■ Data excerpts ■
Segment Open

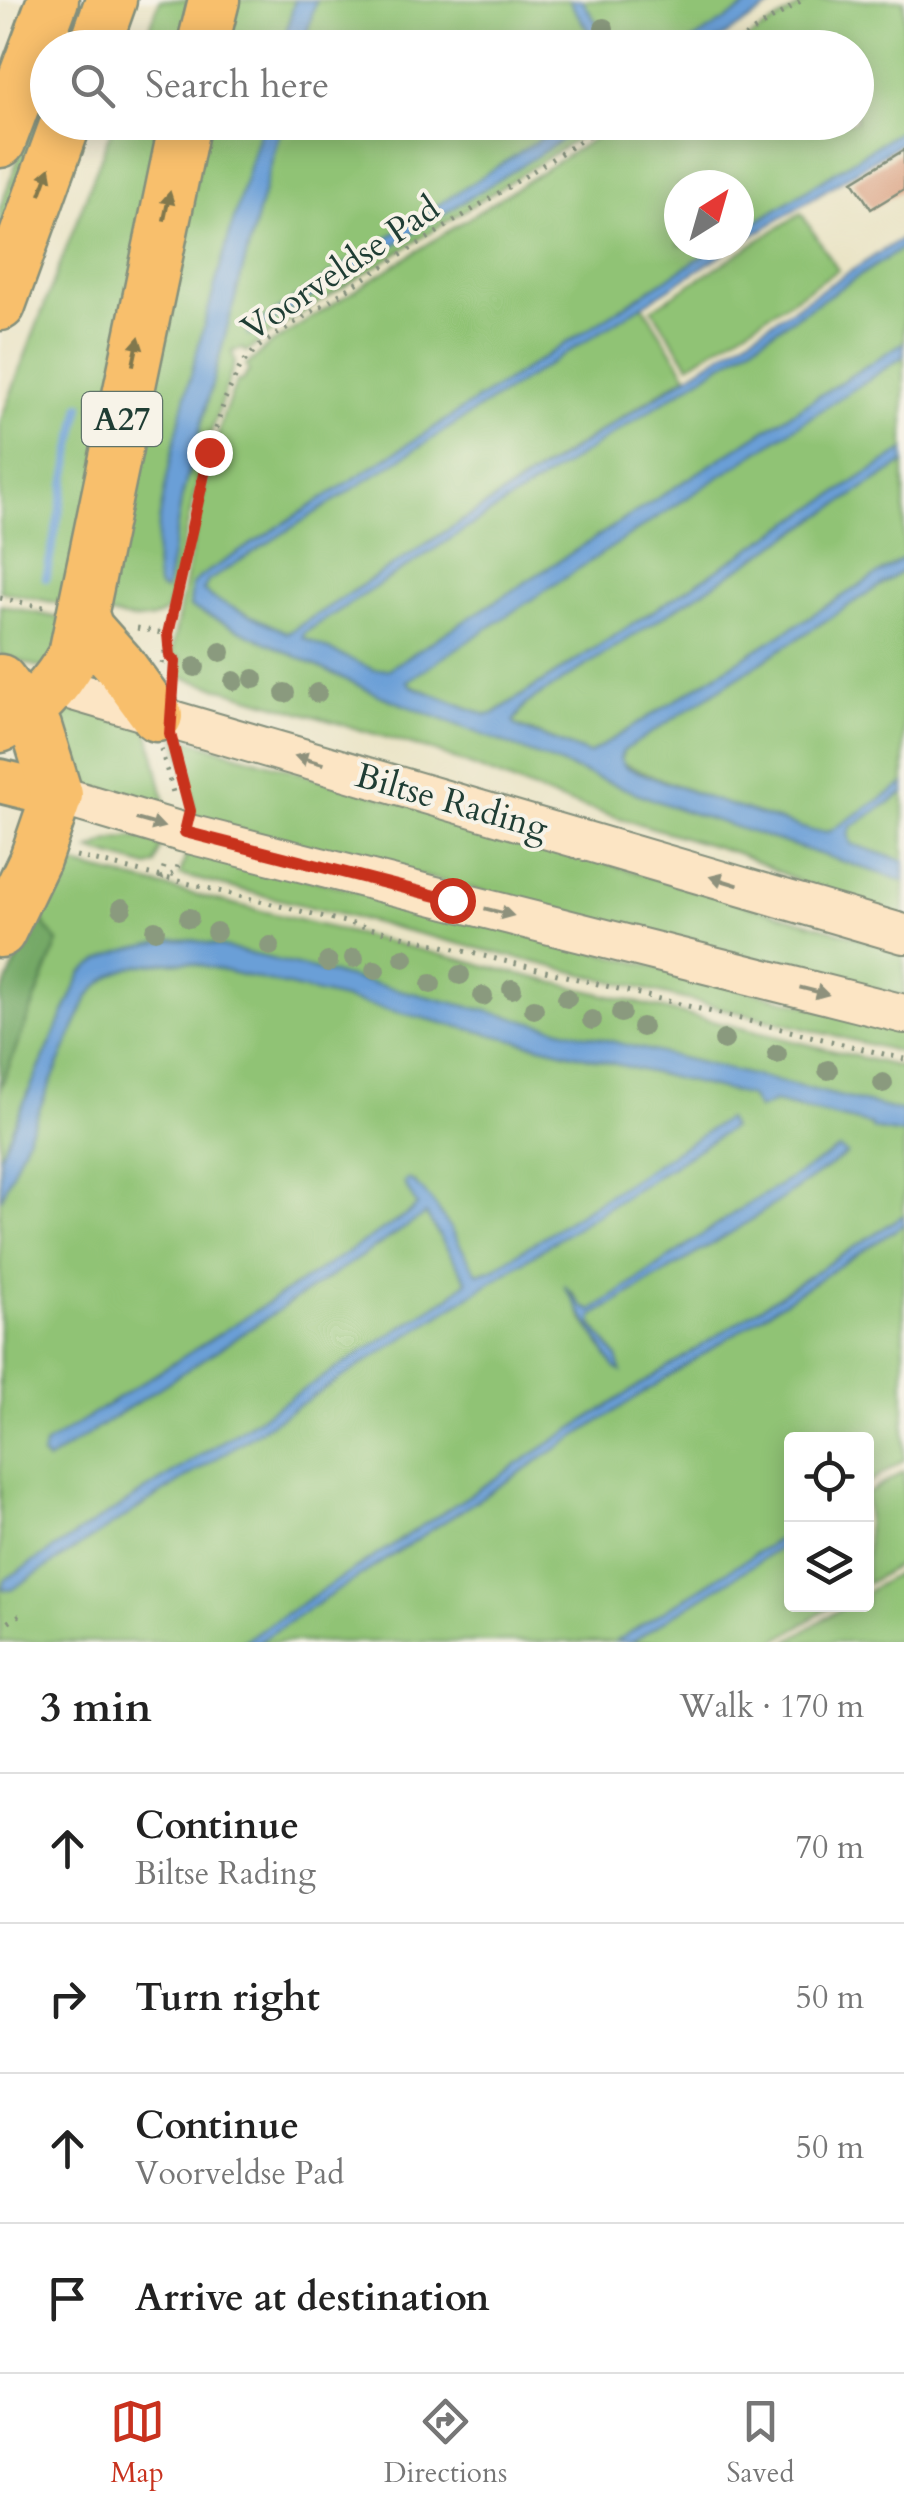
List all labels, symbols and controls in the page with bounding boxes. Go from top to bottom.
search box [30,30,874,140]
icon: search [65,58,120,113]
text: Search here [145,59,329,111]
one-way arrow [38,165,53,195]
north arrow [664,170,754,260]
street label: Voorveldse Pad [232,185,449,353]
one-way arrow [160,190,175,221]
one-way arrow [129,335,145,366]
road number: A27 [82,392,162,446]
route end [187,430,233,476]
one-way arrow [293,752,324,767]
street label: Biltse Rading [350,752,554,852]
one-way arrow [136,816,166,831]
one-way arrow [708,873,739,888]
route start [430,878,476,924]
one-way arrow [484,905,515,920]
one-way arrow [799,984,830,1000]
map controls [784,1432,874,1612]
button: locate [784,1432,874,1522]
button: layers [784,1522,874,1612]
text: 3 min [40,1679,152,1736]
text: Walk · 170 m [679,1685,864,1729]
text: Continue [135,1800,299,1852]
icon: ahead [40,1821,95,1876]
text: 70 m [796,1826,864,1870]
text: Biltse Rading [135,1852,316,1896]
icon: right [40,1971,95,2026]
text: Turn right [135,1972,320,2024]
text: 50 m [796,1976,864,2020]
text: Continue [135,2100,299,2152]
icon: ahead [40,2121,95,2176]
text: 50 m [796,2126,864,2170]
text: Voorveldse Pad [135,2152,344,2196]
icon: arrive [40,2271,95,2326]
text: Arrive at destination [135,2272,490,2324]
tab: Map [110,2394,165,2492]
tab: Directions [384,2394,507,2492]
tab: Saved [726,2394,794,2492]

Segment Closed

■ Exercise prompt ■
Please print every record exactly, leaving out the pictures.

■ Result of the task ■
List all labels, symbols and controls in the page with bounding boxes. Go from top to bottom.
search box [30,30,874,140]
icon: search [65,58,120,113]
text: Search here [145,59,329,111]
one-way arrow [38,165,53,195]
north arrow [664,170,754,260]
street label: Voorveldse Pad [232,185,449,353]
one-way arrow [160,190,175,221]
one-way arrow [129,335,145,366]
road number: A27 [82,392,162,446]
route end [187,430,233,476]
one-way arrow [293,752,324,767]
street label: Biltse Rading [350,752,554,852]
one-way arrow [136,816,166,831]
one-way arrow [708,873,739,888]
route start [430,878,476,924]
one-way arrow [484,905,515,920]
one-way arrow [799,984,830,1000]
map controls [784,1432,874,1612]
button: locate [784,1432,874,1522]
button: layers [784,1522,874,1612]
text: 3 min [40,1679,152,1736]
text: Walk · 170 m [679,1685,864,1729]
text: Continue [135,1800,299,1852]
icon: ahead [40,1821,95,1876]
text: 70 m [796,1826,864,1870]
text: Biltse Rading [135,1852,316,1896]
icon: right [40,1971,95,2026]
text: Turn right [135,1972,320,2024]
text: 50 m [796,1976,864,2020]
text: Continue [135,2100,299,2152]
icon: ahead [40,2121,95,2176]
text: 50 m [796,2126,864,2170]
text: Voorveldse Pad [135,2152,344,2196]
icon: arrive [40,2271,95,2326]
text: Arrive at destination [135,2272,490,2324]
tab: Map [110,2394,165,2492]
tab: Directions [384,2394,507,2492]
tab: Saved [726,2394,794,2492]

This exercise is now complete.